**Task item**
Look through the entries below. Report each line that has the word "elements" in it.

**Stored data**
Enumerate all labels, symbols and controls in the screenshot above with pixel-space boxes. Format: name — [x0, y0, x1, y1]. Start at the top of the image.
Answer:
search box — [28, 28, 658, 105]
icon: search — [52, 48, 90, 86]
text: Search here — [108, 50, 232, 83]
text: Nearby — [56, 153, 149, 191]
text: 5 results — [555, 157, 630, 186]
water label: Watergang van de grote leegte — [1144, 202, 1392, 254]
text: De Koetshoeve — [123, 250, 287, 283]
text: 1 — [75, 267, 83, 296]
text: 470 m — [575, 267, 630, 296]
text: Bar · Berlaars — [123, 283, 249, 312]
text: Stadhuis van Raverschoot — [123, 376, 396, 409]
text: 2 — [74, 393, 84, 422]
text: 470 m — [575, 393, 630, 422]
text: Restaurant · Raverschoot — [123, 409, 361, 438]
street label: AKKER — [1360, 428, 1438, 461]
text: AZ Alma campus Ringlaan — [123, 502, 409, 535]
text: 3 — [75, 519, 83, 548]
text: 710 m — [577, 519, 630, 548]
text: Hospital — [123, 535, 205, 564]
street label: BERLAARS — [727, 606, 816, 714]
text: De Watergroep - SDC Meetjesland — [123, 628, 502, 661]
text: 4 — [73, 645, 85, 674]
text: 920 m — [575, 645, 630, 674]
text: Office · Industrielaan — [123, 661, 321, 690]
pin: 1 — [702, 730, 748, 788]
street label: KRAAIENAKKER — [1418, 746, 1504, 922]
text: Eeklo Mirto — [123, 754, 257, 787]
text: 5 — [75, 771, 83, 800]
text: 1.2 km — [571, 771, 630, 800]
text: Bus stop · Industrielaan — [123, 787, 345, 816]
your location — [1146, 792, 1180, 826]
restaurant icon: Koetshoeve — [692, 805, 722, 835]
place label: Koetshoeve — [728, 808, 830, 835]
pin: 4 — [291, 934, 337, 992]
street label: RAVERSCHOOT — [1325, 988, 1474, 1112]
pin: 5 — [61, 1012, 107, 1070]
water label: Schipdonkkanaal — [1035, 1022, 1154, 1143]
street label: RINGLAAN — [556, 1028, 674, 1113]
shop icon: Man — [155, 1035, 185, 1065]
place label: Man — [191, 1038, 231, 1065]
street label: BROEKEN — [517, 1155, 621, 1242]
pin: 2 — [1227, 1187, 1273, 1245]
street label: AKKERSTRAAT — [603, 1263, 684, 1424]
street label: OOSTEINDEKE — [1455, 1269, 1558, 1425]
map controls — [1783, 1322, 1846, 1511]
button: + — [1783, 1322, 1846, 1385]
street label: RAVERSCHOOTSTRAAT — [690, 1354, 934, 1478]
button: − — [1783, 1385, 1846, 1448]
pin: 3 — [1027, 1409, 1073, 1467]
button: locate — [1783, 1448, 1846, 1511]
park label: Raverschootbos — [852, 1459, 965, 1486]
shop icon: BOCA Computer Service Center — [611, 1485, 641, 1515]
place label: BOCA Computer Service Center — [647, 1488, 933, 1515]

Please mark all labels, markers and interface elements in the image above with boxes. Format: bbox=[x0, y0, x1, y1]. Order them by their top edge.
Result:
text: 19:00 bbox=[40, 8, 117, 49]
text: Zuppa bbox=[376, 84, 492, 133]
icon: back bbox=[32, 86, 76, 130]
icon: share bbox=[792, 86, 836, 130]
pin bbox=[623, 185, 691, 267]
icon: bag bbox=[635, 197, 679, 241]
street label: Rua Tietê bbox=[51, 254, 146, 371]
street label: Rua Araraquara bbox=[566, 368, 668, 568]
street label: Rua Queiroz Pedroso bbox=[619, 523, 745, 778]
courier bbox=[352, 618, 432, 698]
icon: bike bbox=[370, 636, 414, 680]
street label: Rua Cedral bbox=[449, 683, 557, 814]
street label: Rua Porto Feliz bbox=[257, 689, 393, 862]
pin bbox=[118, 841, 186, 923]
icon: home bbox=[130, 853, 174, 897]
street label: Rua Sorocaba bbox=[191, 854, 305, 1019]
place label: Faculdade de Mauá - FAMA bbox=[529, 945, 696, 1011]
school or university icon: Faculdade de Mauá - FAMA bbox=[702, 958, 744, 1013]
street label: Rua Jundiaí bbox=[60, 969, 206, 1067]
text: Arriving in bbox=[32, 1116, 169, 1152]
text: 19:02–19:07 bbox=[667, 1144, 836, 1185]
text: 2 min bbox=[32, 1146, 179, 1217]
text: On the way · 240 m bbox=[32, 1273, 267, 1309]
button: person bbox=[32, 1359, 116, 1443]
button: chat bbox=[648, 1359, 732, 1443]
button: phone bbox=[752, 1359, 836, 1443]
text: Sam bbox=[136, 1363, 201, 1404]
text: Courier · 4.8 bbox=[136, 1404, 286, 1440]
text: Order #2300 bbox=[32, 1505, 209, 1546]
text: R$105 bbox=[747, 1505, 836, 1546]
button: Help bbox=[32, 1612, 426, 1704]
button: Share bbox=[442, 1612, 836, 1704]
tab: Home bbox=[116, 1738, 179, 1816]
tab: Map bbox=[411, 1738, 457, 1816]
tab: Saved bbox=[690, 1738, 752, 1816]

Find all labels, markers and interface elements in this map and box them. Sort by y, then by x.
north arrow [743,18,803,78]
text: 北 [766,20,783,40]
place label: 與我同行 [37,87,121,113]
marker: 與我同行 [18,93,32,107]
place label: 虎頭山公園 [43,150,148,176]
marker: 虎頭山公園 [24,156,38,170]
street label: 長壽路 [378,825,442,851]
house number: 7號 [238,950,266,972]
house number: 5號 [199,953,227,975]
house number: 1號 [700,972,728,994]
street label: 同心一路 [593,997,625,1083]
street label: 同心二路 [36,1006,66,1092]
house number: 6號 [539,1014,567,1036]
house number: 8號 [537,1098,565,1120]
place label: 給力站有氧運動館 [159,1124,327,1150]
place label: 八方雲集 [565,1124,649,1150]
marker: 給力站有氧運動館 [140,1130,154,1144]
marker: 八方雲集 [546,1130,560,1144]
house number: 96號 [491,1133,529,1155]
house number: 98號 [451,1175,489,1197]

**Exercise solution**
Please mark all labels, markers and interface elements in the image above with boxes. Format: bbox=[x0, y0, x1, y1]. Order them by their top edge.
Find all labels, markers and interface elements in this map and box them. Sort by y, then by x.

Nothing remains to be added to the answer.